Мне было очень плохо. Мы прожили в этой комнате около недели, но для 6-летнего ребенка это целая вечность. Маме приходилось несладко. Она привыкла жить в окружении собственных вещей, хозяйничать на своей кухне, устанавливать распорядок дня, но здесь приходилось жить в том же режиме, что и наши соседи. Есть мы могли, только когда отец приносил домой еду, мыться – только холодной водой и только в свою очередь. И здесь мама снова устроилась на работу. Для нас с братом это было, пожалуй, главной переменой в жизни. Мы уже привыкли, что мама все время рядом, но теперь ей, как и отцу, приходилось каждодневно уходить на работу, а нам – волноваться, ожидая ее возвращения.

Долго оставаться на Замарстыновской, 34, мы не смогли. Вскоре отец отвел нас на новую квартиру, тоже на Замарстыновской, только в доме номер 120, и условия там были немного получше. Но на этот раз мы оказались за мостом, т. е. в гетто. Чтобы попасть туда, нам пришлось пройти через охраняемые ворота. На блокпосту у нас потребовали документы и сказать, куда мы направляемся. Кого-то немцы арестовывали целыми семьями, если не было надлежащих документов или люди просто казались подозрительными, но нам повезло. Один из солдат, правда, ударил отца кожаной плетью, но он потом сказал, что это не самое страшное – многим сейчас еще хуже…

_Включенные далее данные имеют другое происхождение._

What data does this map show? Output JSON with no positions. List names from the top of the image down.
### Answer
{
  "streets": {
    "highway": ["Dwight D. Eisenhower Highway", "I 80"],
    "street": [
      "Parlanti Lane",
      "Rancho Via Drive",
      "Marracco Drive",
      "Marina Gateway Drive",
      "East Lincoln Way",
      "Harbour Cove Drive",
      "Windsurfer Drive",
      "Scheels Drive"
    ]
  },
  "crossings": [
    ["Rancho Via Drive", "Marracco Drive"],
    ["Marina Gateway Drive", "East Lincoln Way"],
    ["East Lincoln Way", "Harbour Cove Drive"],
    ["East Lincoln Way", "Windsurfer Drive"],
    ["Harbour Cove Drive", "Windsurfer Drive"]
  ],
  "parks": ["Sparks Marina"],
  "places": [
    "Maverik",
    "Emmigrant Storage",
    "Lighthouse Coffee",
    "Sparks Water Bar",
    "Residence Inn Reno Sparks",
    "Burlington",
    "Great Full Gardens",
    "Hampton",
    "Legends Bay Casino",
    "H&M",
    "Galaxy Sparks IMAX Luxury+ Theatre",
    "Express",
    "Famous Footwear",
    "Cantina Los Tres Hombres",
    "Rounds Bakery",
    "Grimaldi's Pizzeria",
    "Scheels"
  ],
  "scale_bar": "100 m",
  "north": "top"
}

Когда мы вошли в гетто, я не заметила особенных отличий от того, что было с той стороны ворот. Оказалось даже, что в новой квартире немного просторнее, да и живет в ней меньше народу. Человек, который сдал нам комнату, был тоже плотником. Наверно, он был знакомым отца. В подвале у него была мастерская, запах древесной стружки – запах свежести и чистоты – распространялся по всему дому, и мне казалось, что у нас начинается какая-то новая жизнь. Даже сегодня, чувствуя запах стружки, я мысленно переношусь в ту мастерскую… Этот запах до сих пор ассоциируется у меня с ощущением счастья, хотя счастливыми те времена назвать невозможно.

Мы прожили на Замарстыновской, 120, с февраля по август 1942 года. Поначалу в одной комнате с нами жила моя тетя с двумя своими детьми, но потом приехал дядя и забрал их в Варшаву. За домом был небольшой дворик, и мама иногда выпускала меня туда погулять. Теперь для меня такие прогулки были роскошью. Прямо за этим двориком начиналось небольшое поле, на котором росли грибы. До этого я никогда еще не видела, как растут грибы, и сначала принимала их за белые камни. Когда к нам в гости зашла бабушка, я спросила у нее про эти камни, и она объяснила мне, что это грибы и что их можно есть. Это меня удивило. Мы с ней набрали немного грибов и принесли домой. Я просто поверить не могла, что сижу и ем эти большие белые камушки. Грибы были совершенно пресные, но я убедила себя, что у них божественный вкус.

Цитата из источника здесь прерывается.